Figure 5Aggregation, i.e. reference period of the EMO-5 grids per variable.

Download

3.3.2 Aggregation or reference period

Figure 5 shows the aggregation (i.e. reference period) for the different variables. Daily precipitation is accumulated from the current day at 06:00:01 until the next day at 06:00:00 (“current day” is the reference date of grid). In accordance with the WMO guidelines (World Meteorological Organization, 2019), the minimum nighttime temperature measured between 18:00:01 on the previous day until 06:00:00 on the current day is taken as the minimum temperature of the current day and the maximum daytime temperature measured between 06:00:01 and 18:00:00 is used as the maximum temperature of the current day. All the other daily parameters such as wind speed, solar radiation, and vapour pressure are averaged over 00:00:01 of the current day to 00:00:00 of the next day. For 6-hourly temperature, this depends on the data provider: if only 6-hourly instantaneous temperature readings are delivered, then those are used; otherwise temperature is averaged for 00:00:01–06:00:00, 06:00:01–12:00:00, 12:00:01–18:00:00, and 18:00:01–24:00 (see Sect. 3.3.5). The same time intervals are used to aggregate 6-hourly precipitation reported at 06:00, 12:00, 18:00, and 24:00, respectively.
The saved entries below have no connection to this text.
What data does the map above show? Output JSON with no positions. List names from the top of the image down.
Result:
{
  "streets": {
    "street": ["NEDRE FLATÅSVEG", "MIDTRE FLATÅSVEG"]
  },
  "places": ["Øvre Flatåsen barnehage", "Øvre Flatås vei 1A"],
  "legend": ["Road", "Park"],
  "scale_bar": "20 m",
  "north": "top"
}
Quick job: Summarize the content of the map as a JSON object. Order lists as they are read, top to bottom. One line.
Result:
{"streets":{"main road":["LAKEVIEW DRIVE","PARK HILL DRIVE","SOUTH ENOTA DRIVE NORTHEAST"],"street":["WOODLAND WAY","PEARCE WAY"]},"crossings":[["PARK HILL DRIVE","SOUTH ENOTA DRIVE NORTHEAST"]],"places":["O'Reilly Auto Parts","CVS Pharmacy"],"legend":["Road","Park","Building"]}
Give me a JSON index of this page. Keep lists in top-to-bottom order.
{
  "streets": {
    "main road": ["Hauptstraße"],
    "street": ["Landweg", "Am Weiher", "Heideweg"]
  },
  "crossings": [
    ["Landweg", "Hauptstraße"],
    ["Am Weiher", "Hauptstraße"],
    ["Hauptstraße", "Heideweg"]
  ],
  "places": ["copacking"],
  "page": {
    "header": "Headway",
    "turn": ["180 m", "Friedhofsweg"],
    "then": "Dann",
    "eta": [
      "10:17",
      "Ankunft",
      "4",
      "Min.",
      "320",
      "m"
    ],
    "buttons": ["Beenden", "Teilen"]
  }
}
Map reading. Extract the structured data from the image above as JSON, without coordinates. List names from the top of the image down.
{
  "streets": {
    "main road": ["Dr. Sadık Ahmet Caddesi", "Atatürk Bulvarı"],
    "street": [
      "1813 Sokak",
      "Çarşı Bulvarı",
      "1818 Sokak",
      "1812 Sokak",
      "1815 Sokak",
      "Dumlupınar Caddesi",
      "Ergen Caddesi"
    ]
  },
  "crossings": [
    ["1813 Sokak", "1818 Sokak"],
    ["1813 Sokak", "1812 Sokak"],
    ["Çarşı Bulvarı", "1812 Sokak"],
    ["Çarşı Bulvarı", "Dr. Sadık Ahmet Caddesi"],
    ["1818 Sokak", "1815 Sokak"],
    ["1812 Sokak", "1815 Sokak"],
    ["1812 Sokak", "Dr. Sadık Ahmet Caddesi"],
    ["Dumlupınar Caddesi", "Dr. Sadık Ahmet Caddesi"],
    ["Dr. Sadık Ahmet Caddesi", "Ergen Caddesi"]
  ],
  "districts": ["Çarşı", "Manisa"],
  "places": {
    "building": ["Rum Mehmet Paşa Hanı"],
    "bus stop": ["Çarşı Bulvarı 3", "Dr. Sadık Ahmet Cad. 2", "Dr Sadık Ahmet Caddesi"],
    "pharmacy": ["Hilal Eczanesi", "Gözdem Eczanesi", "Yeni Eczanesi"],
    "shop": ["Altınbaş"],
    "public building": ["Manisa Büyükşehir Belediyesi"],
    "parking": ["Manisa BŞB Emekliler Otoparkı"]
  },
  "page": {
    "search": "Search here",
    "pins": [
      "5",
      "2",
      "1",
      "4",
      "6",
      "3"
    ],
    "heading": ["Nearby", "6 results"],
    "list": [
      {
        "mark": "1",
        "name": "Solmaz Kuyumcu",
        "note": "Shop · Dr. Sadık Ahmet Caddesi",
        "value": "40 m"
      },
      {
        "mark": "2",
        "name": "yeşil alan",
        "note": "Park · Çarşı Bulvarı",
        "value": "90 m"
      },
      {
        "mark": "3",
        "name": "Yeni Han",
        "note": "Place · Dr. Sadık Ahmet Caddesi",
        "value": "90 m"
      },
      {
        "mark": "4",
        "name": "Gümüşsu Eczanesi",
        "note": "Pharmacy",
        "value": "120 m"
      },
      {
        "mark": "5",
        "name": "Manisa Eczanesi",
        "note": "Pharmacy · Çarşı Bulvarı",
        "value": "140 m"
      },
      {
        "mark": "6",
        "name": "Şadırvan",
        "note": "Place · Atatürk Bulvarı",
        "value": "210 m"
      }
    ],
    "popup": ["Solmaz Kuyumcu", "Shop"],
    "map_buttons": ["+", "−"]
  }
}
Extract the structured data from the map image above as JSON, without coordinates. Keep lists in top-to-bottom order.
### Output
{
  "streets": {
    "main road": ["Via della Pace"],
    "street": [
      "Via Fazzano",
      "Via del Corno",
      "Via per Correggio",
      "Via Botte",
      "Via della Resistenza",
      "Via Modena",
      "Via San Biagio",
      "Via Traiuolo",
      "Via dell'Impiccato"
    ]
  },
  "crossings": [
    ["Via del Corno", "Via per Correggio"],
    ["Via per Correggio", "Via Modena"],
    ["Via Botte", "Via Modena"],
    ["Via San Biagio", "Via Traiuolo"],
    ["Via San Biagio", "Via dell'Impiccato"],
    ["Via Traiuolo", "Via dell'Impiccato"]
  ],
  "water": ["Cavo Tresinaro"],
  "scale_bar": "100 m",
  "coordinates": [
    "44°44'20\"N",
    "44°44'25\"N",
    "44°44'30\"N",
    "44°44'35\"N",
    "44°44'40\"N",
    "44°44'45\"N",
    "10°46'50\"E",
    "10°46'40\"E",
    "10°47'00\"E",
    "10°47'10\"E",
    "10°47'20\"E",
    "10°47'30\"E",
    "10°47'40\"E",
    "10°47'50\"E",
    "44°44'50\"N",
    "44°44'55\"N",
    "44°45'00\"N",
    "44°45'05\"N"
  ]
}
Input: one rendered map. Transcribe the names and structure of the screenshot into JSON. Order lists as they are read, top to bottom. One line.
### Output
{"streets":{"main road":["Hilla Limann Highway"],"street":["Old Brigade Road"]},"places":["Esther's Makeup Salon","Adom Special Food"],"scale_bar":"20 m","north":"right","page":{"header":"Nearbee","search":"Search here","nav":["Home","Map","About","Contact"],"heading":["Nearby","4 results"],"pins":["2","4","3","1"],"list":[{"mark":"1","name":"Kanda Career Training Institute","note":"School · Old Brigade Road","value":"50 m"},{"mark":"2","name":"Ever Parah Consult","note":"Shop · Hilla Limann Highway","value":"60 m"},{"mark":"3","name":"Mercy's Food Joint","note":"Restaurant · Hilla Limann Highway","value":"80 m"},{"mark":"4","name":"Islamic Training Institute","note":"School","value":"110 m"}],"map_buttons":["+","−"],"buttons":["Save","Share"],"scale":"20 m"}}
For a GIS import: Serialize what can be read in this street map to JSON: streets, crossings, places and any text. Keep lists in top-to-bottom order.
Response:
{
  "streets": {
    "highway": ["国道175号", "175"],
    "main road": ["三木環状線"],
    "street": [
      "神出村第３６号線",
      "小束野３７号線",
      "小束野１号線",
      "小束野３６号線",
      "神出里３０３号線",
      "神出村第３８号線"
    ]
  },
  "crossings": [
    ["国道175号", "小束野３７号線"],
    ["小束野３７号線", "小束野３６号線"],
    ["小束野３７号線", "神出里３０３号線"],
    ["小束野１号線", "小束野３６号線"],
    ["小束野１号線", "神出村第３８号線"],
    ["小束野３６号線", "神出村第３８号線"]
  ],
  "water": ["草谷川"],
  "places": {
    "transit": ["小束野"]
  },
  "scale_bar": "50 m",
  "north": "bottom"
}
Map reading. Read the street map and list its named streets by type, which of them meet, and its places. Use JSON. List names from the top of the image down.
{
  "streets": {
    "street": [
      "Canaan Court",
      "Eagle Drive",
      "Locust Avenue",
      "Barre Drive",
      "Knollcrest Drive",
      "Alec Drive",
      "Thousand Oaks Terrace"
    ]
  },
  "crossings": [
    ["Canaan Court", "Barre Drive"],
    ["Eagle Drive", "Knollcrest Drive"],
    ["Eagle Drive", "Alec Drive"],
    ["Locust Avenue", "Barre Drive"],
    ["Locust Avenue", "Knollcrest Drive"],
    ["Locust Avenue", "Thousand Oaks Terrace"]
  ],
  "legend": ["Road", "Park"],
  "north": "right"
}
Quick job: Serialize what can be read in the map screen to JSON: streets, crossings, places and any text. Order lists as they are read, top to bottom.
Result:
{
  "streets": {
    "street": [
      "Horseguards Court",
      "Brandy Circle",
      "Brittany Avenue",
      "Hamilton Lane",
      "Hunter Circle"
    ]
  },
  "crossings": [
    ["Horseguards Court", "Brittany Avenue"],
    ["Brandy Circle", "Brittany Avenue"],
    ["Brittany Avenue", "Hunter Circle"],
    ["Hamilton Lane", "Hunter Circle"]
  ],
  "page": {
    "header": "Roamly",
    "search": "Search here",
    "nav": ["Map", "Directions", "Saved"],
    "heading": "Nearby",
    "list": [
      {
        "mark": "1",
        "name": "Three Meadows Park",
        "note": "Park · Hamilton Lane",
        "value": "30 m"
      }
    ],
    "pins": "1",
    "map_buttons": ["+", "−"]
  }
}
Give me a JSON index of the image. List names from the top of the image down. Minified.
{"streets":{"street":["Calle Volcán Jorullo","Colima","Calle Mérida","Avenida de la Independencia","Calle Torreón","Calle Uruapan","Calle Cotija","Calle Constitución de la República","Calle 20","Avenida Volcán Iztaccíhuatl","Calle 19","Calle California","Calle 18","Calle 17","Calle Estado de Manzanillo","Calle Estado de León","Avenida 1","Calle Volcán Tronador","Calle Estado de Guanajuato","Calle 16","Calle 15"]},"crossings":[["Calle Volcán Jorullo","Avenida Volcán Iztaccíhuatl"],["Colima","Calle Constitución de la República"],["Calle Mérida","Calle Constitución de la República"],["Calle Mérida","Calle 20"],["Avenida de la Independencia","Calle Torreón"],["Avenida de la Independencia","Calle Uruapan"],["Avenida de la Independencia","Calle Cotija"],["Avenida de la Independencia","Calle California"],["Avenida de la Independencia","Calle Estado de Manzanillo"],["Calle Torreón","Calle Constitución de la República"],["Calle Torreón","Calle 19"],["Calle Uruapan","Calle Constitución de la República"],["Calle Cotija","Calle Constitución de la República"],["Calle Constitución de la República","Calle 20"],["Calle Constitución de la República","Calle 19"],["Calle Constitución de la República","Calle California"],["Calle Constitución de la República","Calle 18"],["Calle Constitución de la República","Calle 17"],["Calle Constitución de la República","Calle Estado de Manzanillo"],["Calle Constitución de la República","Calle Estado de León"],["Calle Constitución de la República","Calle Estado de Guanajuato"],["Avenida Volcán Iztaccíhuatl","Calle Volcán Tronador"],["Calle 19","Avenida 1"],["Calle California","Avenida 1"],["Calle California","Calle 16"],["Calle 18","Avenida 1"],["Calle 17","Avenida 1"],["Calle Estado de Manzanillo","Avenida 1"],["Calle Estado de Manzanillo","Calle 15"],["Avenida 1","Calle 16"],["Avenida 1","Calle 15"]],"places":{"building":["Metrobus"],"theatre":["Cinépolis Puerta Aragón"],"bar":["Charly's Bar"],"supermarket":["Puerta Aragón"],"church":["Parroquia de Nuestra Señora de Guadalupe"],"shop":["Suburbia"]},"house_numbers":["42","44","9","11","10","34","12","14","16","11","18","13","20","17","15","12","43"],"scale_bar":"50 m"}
Note that the timestamp of the EMO-5 grids refers to the end of the reference period, meaning that, for instance, the daily precipitation of 22 February 2021 covers the time period between 21 February 2021, 06:00:01, and 22 February 2021, 06:00:00.

3.3.3 Land–sea mask

A land–sea mask is used to exclude sea surfaces from the gridding procedure, as EMO-5 originates from the need for near real-time information on observed meteorological conditions over land surface areas. The land–sea mask is not used to define stations to be excluded from gridding.

3.3.4 Implications of altitude for temperature and water vapour pressure

In areas with strong orographic changes, neighbouring stations are likely to be at various altitudes, and hence the representativeness of their measurement for neighbouring areas is limited depending on the altitude change in the surrounding area (due to adiabatic processes). If station values were blindly used during the interpolation, an error would be introduced. This can be easily avoided by considering elevation information while interpolating. As SPHEREMAP does not take any auxiliary information into account, all recorded temperature and water vapour pressure values are brought to sea level before interpolation. This is done based on altitude information obtained from a 1×1 km digital elevation model (Arnal et al., 2019), through accounting for the adiabatic change of 0.006 Kelvin per height metre for temperature and 0.00025 hPa per height meter for water vapour pressure. The interpolation runs at sea level and afterwards, temperature and water vapour pressure information are brought back to the mean elevation of the respective 5×5 km grid cell by taking the parameter-specific correction factors into account.

3.3.5 Mean temperature

Where 6-hourly temperature averages are available, these have been used both for the 6-hourly dataset and for the daily averages, aggregating the four 6-hourly observations. However, for many stations we did not have sub-daily temperature observations, particularly for the data from the 1990s. There are also many stations in the dataset that have frequent observations between 06:00 and 18:00, enough for the 6-hourly daytime, but not for the nighttime period. This is particularly the case for observational data received from the MARS Meteorological Database of the European Commission's Joint Research Centre (Toreti et al., 2019). If data from other providers are not available at any station suffering from this issue, we have estimated the missing 6-hourly temperature based on the daily minimum and maximum temperatures. This was done based on the method described as the “Sin(14R-1)” method in Chow and Levermore (2007), with some small modifications as follows.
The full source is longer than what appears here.